Problem description:
In the entries below, print exactly the lines from the first through the one with "0 2.5px,transparent 0", both included, and none of the pictures.

Dataset records Start Marker

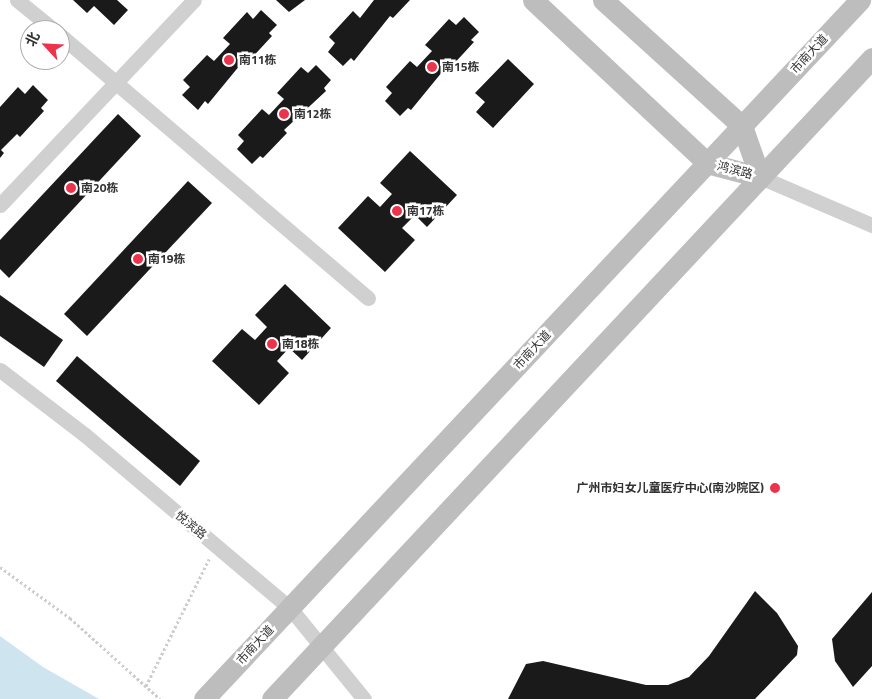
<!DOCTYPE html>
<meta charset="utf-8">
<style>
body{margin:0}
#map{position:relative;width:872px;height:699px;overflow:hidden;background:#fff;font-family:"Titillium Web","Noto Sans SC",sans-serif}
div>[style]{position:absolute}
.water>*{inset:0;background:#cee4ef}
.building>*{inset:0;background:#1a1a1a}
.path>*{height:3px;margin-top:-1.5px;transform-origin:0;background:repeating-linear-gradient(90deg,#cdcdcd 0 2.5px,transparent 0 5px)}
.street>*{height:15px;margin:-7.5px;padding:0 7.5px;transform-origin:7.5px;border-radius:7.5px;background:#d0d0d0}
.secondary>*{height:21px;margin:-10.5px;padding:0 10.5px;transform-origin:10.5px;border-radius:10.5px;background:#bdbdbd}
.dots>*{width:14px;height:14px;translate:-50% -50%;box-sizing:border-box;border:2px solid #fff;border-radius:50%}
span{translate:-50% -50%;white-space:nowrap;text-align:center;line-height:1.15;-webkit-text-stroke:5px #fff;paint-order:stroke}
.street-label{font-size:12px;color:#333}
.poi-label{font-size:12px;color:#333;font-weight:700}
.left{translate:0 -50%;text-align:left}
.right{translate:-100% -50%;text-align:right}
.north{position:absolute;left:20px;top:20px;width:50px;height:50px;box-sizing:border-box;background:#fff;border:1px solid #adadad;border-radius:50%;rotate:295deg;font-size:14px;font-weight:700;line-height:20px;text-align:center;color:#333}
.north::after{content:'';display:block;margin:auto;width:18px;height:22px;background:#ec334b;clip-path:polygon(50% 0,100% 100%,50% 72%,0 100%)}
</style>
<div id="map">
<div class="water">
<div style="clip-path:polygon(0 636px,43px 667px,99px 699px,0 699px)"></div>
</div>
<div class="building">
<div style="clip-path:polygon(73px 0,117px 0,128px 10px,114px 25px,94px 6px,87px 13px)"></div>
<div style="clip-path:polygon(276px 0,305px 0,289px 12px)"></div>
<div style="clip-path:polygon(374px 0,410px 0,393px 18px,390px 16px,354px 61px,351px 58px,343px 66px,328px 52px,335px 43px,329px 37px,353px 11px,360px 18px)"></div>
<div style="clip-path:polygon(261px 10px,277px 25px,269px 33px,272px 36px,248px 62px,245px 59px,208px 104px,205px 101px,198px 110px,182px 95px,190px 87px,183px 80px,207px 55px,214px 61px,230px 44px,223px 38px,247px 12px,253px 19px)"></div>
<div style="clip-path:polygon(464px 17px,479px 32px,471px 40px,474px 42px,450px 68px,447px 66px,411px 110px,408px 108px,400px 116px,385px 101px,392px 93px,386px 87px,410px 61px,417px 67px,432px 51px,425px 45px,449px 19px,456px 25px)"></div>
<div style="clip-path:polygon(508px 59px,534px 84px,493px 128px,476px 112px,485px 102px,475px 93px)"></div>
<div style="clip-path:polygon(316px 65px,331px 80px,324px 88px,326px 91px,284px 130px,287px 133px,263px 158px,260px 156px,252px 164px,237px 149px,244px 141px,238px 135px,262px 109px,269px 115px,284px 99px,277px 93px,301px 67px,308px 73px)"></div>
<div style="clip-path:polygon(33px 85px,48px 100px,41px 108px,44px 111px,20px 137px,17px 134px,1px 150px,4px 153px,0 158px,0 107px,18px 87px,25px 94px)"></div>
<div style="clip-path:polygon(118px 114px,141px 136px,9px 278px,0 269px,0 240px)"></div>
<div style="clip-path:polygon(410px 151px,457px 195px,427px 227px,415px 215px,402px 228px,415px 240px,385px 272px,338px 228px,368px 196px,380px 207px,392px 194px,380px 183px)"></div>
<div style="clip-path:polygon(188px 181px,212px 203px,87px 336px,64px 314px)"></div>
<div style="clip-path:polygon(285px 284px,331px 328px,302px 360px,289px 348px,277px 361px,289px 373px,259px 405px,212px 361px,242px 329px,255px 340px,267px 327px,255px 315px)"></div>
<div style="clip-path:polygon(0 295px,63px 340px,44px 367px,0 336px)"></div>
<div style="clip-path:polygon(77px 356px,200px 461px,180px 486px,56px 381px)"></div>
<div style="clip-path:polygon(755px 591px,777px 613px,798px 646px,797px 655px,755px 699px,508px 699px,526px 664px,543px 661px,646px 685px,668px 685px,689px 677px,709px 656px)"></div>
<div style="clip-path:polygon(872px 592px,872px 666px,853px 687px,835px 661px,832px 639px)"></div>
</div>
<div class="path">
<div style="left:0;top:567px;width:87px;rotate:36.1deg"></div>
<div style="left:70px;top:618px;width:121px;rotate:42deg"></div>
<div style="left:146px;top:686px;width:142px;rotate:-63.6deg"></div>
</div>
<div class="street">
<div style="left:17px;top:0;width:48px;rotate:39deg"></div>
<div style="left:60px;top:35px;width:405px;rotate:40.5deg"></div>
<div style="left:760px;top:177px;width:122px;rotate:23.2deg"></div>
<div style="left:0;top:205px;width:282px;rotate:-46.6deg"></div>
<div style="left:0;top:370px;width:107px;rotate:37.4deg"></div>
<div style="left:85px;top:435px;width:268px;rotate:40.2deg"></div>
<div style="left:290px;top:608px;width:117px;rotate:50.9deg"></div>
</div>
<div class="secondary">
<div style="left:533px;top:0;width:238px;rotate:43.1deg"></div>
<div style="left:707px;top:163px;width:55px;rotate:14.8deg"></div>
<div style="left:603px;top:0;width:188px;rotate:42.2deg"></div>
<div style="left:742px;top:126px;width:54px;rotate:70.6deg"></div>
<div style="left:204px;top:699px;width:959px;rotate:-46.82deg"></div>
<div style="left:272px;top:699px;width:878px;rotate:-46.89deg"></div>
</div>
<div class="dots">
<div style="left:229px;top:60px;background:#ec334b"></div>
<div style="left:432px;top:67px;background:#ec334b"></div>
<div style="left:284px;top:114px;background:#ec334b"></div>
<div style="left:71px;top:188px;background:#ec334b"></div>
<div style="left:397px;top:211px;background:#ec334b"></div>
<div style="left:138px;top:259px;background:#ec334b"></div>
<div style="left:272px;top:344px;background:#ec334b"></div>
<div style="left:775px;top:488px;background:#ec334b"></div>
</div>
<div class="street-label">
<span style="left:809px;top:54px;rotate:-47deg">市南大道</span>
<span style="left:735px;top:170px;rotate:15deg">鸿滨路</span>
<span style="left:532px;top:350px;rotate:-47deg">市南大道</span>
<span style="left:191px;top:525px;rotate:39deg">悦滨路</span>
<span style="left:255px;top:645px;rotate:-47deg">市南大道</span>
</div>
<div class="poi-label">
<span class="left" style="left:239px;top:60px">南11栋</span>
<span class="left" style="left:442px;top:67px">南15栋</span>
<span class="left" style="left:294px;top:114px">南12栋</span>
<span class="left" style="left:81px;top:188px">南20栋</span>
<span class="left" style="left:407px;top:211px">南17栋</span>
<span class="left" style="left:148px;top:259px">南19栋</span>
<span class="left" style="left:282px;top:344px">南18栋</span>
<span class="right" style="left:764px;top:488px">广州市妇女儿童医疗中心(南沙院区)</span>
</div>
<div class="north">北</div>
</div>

Dataset records End Marker

Answer to the problem:
<!DOCTYPE html>
<meta charset="utf-8">
<style>
body{margin:0}
#map{position:relative;width:872px;height:699px;overflow:hidden;background:#fff;font-family:"Titillium Web","Noto Sans SC",sans-serif}
div>[style]{position:absolute}
.water>*{inset:0;background:#cee4ef}
.building>*{inset:0;background:#1a1a1a}
.path>*{height:3px;margin-top:-1.5px;transform-origin:0;background:repeating-linear-gradient(90deg,#cdcdcd 0 2.5px,transparent 0 5px)}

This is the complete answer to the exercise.